EXERCISE GOAL → Return the lines below that carry the word "details".

■ ■ ■

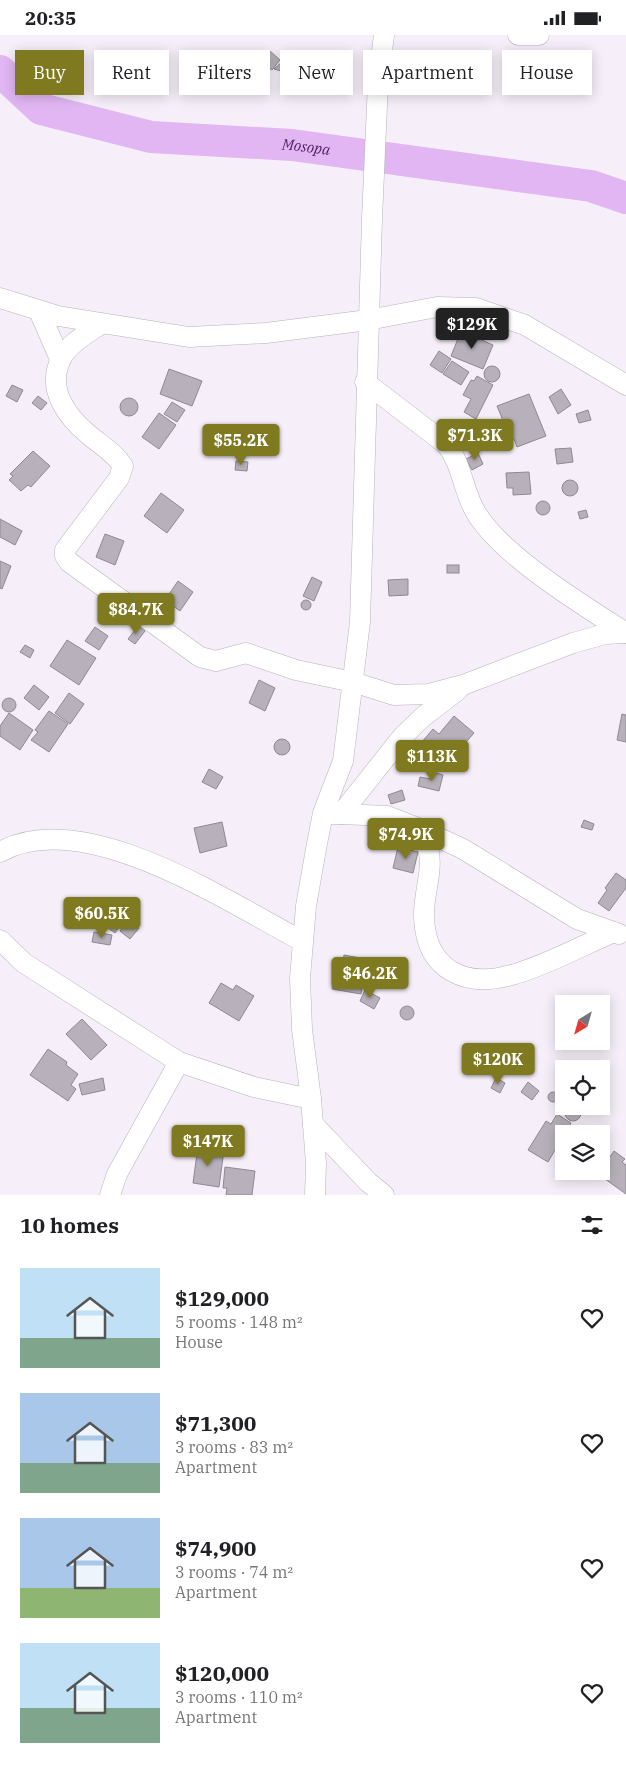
<!DOCTYPE html>
<meta charset="utf-8">
<style>
body{margin:0;font-family:"IBM Plex Serif",serif;background:#f6f6f6;color:#202124;height:100vh;display:flex;flex-direction:column;font-size:19px;white-space:nowrap}
*{box-sizing:border-box;margin:0}
p{font-size:16px;color:#757577}
.icon{flex:none;width:28px;height:28px;fill:none;stroke:currentColor;stroke-width:2;stroke-linecap:round;stroke-linejoin:round}
.map{position:relative;height:1160px;overflow:hidden}
.details{display:flex;flex-direction:column;background:#fff;flex:1}
.details>*{flex:none}
.banner{position:absolute;left:15px;top:15px;width:596px;height:45px;display:flex;gap:10px}
.needle{width:32px;rotate:217deg}
.controls{position:absolute;left:555px;top:960px;display:grid;gap:10px}
.controls a{display:grid;place-items:center;width:55px;height:55px;border-radius:0px;background:#fff;box-shadow:0 2px 12px #0003;font-size:25px}
.price{position:absolute;translate:-50% -42px;padding:0 11px;border-radius:5px;background:#7f7a20;color:#fff;font-size:16px;line-height:32px;filter:drop-shadow(0 1px 2px #0008)}
.price::after{content:'';position:absolute;left:50%;top:30px;width:15px;height:11px;margin-left:-8px;background:inherit;clip-path:polygon(0 0,100% 0,50% 100%)}
.price.current{background:#222;color:#fff}
ul{padding:0;list-style:none}
li{display:flex;align-items:center;gap:15px;height:125px;padding:0 20px}
li span{display:grid;place-items:center;flex:none;width:140px;height:100px;border-radius:0px;color:#555}
li>.icon{margin-inline-start:auto}
span .icon{width:60px;height:60px;fill:#fffc;stroke-width:1}
li b{font-size:21px}
h2{display:flex;justify-content:space-between;align-items:center;height:60px;padding:0 20px;font-size:21px}
.tag{padding:0 18px;border-radius:0px;background:#fff;box-shadow:0 2px 12px #0003;font-size:18px;line-height:45px}
.tag.current{background:#7f7a20;color:#fff}
.status{display:flex;justify-content:space-between;align-items:center;height:35px;padding:0 25px;background:#fff;direction:ltr}
.status svg{height:14px;fill:currentColor}
.map>svg:first-child{display:block}
.lines{fill:none;stroke-linecap:round;stroke-linejoin:round}
.river{stroke:#e1b6f3;stroke-width:32}
.building{fill:#b8b1bb;stroke:#8f8992}
.minor-casing{stroke:#b8b1bb;stroke-width:21}
.minor{stroke:#fff;stroke-width:20}
.labels{text-anchor:middle;stroke-width:4;stroke-linejoin:round;paint-order:stroke}
.water-label{font-size:15px;font-style:italic;fill:#501c62;stroke:#fff}
</style>
<div class="status"><b>20:35</b><svg viewBox="0 0 49 12"><path d="M0 12V9h3v3zM5 12V6h3v6zM10 12V3h3v9zM15 12V0h3v12zM26 1h20v11H26zM47 4h2v5h-2z"/></svg></div>
<div class="map">
<svg width="626" height="1160" viewBox="0 0 626 1160">
<rect width="100%" height="100%" fill="#f6eff9"/>
<g class="lines">
<path class="river" id="s1" d="M0,36L41,74L151,102L292,110L591,151L626,163"/>
</g>
<g class="building">
<path d="M270,16L280,25L272,35L261,27Z"/>
<path d="M291,19L302,33L292,39L274,34Z"/>
<path d="M461,296L493,310L483,334L451,321Z"/>
<path d="M439,316L451,324L442,338L430,330Z"/>
<path d="M452,326L469,337L461,350L443,339Z"/>
<circle cx="492" cy="339" r="8"/>
<path d="M169,334L202,346L192,371L160,359Z"/>
<path d="M477,341L493,350L476,384L464,377L471,364L463,360L471,345L474,346Z"/>
<path d="M12,350L23,355L17,367L6,361Z"/>
<path d="M561,354L571,370L558,379L549,362Z"/>
<path d="M529,359L546,401L517,412L514,404L511,405L497,371Z"/>
<path d="M38,361L47,368L41,375L32,368Z"/>
<circle cx="129" cy="372" r="9"/>
<path d="M172,367L185,375L177,387L164,379Z"/>
<path d="M588,375L591,385L579,388L576,379Z"/>
<path d="M159,378L176,390L159,414L142,402Z"/>
<path d="M571,413L573,427L557,429L555,414Z"/>
<path d="M33,416L50,431L31,452L28,450L21,456L9,445L13,441L10,439Z"/>
<path d="M478,418L483,429L472,435L466,424Z"/>
<path d="M236,426L248,427L247,436L235,435Z"/>
<path d="M529,437L531,459L513,460V453H507L506,438Z"/>
<circle cx="570" cy="453" r="8"/>
<path d="M161,458L184,475L167,498L144,481Z"/>
<circle cx="543" cy="473" r="7"/>
<path d="M586,475L588,482L580,484L578,477Z"/>
<path d="M0,484L22,496L15,510L0,502Z"/>
<path d="M105,499L124,506L115,530L96,522Z"/>
<path d="M0,526L11,531L2,554L0,553Z"/>
<rect x="447" y="530" width="12" height="8"/>
<path d="M312,542L322,547L314,566L303,561Z"/>
<path d="M408,544V560L389,561L388,545Z"/>
<path d="M178,546L193,557L180,576L165,565Z"/>
<circle cx="306" cy="570" r="5"/>
<path d="M138,591L145,596L135,609L128,604Z"/>
<path d="M95,592L108,601L99,615L85,606Z"/>
<path d="M67,605L96,623L79,650L50,631Z"/>
<path d="M25,610L34,615L30,623L20,617Z"/>
<path d="M259,645L275,653L265,676L249,668Z"/>
<path d="M34,650L49,662L39,675L24,663Z"/>
<path d="M69,658L84,669L70,689L55,678Z"/>
<circle cx="9" cy="670" r="7"/>
<path d="M49,676L68,689L49,717L31,705L38,697L35,695Z"/>
<path d="M9,678L33,695L20,715L0,701V691Z"/>
<path d="M622,679L626,680V707L617,705Z"/>
<path d="M454,681L474,698L446,730L421,708L433,694L439,699Z"/>
<circle cx="282" cy="712" r="8"/>
<path d="M209,734L223,742L216,754L202,747Z"/>
<path d="M433,737L443,740L439,756L418,751L420,742L431,744Z"/>
<path d="M402,755L405,765L391,769L388,760Z"/>
<path d="M584,785L594,789L592,795L581,792Z"/>
<path d="M222,787L227,811L200,818L194,793Z"/>
<path d="M398,812L418,817L413,838L393,833Z"/>
<path d="M616,838L626,845V853L609,876L598,868L607,855L605,853Z"/>
<path d="M103,864L126,882L115,898L95,883L101,876L96,873Z"/>
<path d="M129,885L139,893L130,904L120,896Z"/>
<path d="M94,897L112,900L110,910L92,907Z"/>
<path d="M344,920L366,924L361,959L332,954L334,939L340,940Z"/>
<path d="M370,929L394,935L390,952L377,949L378,942L368,939Z"/>
<path d="M221,948L233,955L236,950L254,961L239,986L209,968Z"/>
<path d="M365,955L380,963L374,974L360,966Z"/>
<circle cx="407" cy="978" r="7"/>
<path d="M82,984L107,1010L91,1025L66,999Z"/>
<path d="M48,1014L67,1027L66,1030L78,1039L71,1050L76,1054L68,1066L30,1040Z"/>
<path d="M103,1043L105,1055L82,1060L79,1049Z"/>
<path d="M496,1043L505,1048L500,1058L491,1053Z"/>
<path d="M528,1047L539,1056L532,1065L521,1057Z"/>
<circle cx="553" cy="1062" r="5"/>
<circle cx="573" cy="1078" r="8"/>
<path d="M557,1079L571,1088L548,1127L528,1115L546,1086L551,1089Z"/>
<path d="M198,1111L224,1115L219,1152L193,1148Z"/>
<path d="M614,1116L625,1124L622,1127L626,1130V1159L598,1139Z"/>
<path d="M225,1132L255,1136L252,1160H226L227,1153H223Z"/>
</g>
<g class="lines">
<defs>
<g id="minor">
<path d="M518,0H539"/>
<path d="M0,263L58,281L189,302L266,298L368,285L437,272L476,273L525,290L626,350"/>
<path d="M39,276L60,324"/>
<path d="M101,289C88,298 68,309 61,324C46,354 67,382 89,400C101,410 115,418 123,431L119,443L65,515V521L69,527L200,622L216,626L246,618L296,635L353,647L394,660L429,659L463,650L573,608L605,599L626,598"/>
<path d="M365,347L447,410C462,430 463,455 475,476C500,520 583,570 626,598"/>
<path d="M332,779H341L403,701L424,681L458,655"/>
<path d="M341,779L387,781L418,793L463,814L577,884L619,899"/>
<path d="M418,793C421,799 426,806 428,813C434,835 423,859 424,882C426,936 466,954 515,939C547,930 583,910 614,897"/>
<path d="M0,817C83,770 228,867 302,906"/>
<path d="M0,905L24,928L179,1027L254,1052L311,1064"/>
<path d="M313,1089L368,1147L384,1160"/>
<path d="M110,1160L117,1139L179,1027"/>
<path d="M315,1160L316,1128L311,1064L302,994L300,943L306,871L316,814L323,778L343,726L360,587L372,184L378,48L384,0"/>
</g>
</defs>
<use href="#minor" class="minor-casing"/>
<use href="#minor" class="minor"/>
</g>
<g class="labels">
<g class="water-label">
<text dy="5" stroke="none"><textPath href="#s1" startOffset="325">Mosopa</textPath></text>
</g>
</g>
</svg>
<div class="controls">
<a><svg class="needle" viewBox="-14 -14 28 28"><path d="M0-13l5 13h-10z" fill="#e53935"/><path d="M0 13l5-13h-10z" fill="#757577"/></svg></a>
<a><svg class="icon" aria-label="locate" viewBox="0 0 24 24"><circle cx="12" cy="12" r="6"/><path d="M12 2v4M12 18v4M2 12h4M18 12h4"/></svg></a>
<a><svg class="icon" aria-label="layers" viewBox="0 0 24 24"><path d="M12 4l9 5-9 5-9-5zM3 14l9 5 9-5"/></svg></a>
</div>
<b class="price current" style="left:472px;top:315px">$129K</b>
<b class="price" style="left:475px;top:426px">$71.3K</b>
<b class="price" style="left:241px;top:431px">$55.2K</b>
<b class="price" style="left:136px;top:600px">$84.7K</b>
<b class="price" style="left:432px;top:747px">$113K</b>
<b class="price" style="left:406px;top:825px">$74.9K</b>
<b class="price" style="left:102px;top:904px">$60.5K</b>
<b class="price" style="left:370px;top:964px">$46.2K</b>
<b class="price" style="left:498px;top:1050px">$120K</b>
<b class="price" style="left:208px;top:1132px">$147K</b>
<div class="banner">
<a class="tag current">Buy</a>
<a class="tag">Rent</a>
<a class="tag">Filters</a>
<a class="tag">New</a>
<a class="tag">Apartment</a>
<a class="tag">House</a>
</div>
</div>
<section class="details">
<h2>10 homes<svg class="icon" aria-label="filters" viewBox="0 0 24 24"><path d="M4 7h16M4 17h16"/><circle cx="9" cy="7" r="2"/><circle cx="15" cy="17" r="2"/></svg></h2>
<ul>
<li><span style="background:linear-gradient(#bfe0f5 70%,#7fa58c 0)"><svg class="icon" aria-label="home" viewBox="0 0 24 24"><path d="M3 11l9-7 9 7M6 9v11h12V9"/></svg></span><div><b>$129,000</b><p>5 rooms · 148 m²</p><p>House</p></div><svg class="icon" aria-label="heart" viewBox="0 0 24 24"><path d="M12 20l-8-8c-3-5 5-10 8-4 3-6 11-1 8 4z"/></svg></li>
<li><span style="background:linear-gradient(#a9c7e8 70%,#7fa58c 0)"><svg class="icon" aria-label="home" viewBox="0 0 24 24"><path d="M3 11l9-7 9 7M6 9v11h12V9"/></svg></span><div><b>$71,300</b><p>3 rooms · 83 m²</p><p>Apartment</p></div><svg class="icon" aria-label="heart" viewBox="0 0 24 24"><path d="M12 20l-8-8c-3-5 5-10 8-4 3-6 11-1 8 4z"/></svg></li>
<li><span style="background:linear-gradient(#a9c7e8 70%,#8fb573 0)"><svg class="icon" aria-label="home" viewBox="0 0 24 24"><path d="M3 11l9-7 9 7M6 9v11h12V9"/></svg></span><div><b>$74,900</b><p>3 rooms · 74 m²</p><p>Apartment</p></div><svg class="icon" aria-label="heart" viewBox="0 0 24 24"><path d="M12 20l-8-8c-3-5 5-10 8-4 3-6 11-1 8 4z"/></svg></li>
<li><span style="background:linear-gradient(#bfe0f5 65%,#7fa58c 0)"><svg class="icon" aria-label="home" viewBox="0 0 24 24"><path d="M3 11l9-7 9 7M6 9v11h12V9"/></svg></span><div><b>$120,000</b><p>3 rooms · 110 m²</p><p>Apartment</p></div><svg class="icon" aria-label="heart" viewBox="0 0 24 24"><path d="M12 20l-8-8c-3-5 5-10 8-4 3-6 11-1 8 4z"/></svg></li>
</ul>
</section>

■ ■ ■

SOLUTION FOR THIS TASK →
.details{display:flex;flex-direction:column;background:#fff;flex:1}
.details>*{flex:none}
<section class="details">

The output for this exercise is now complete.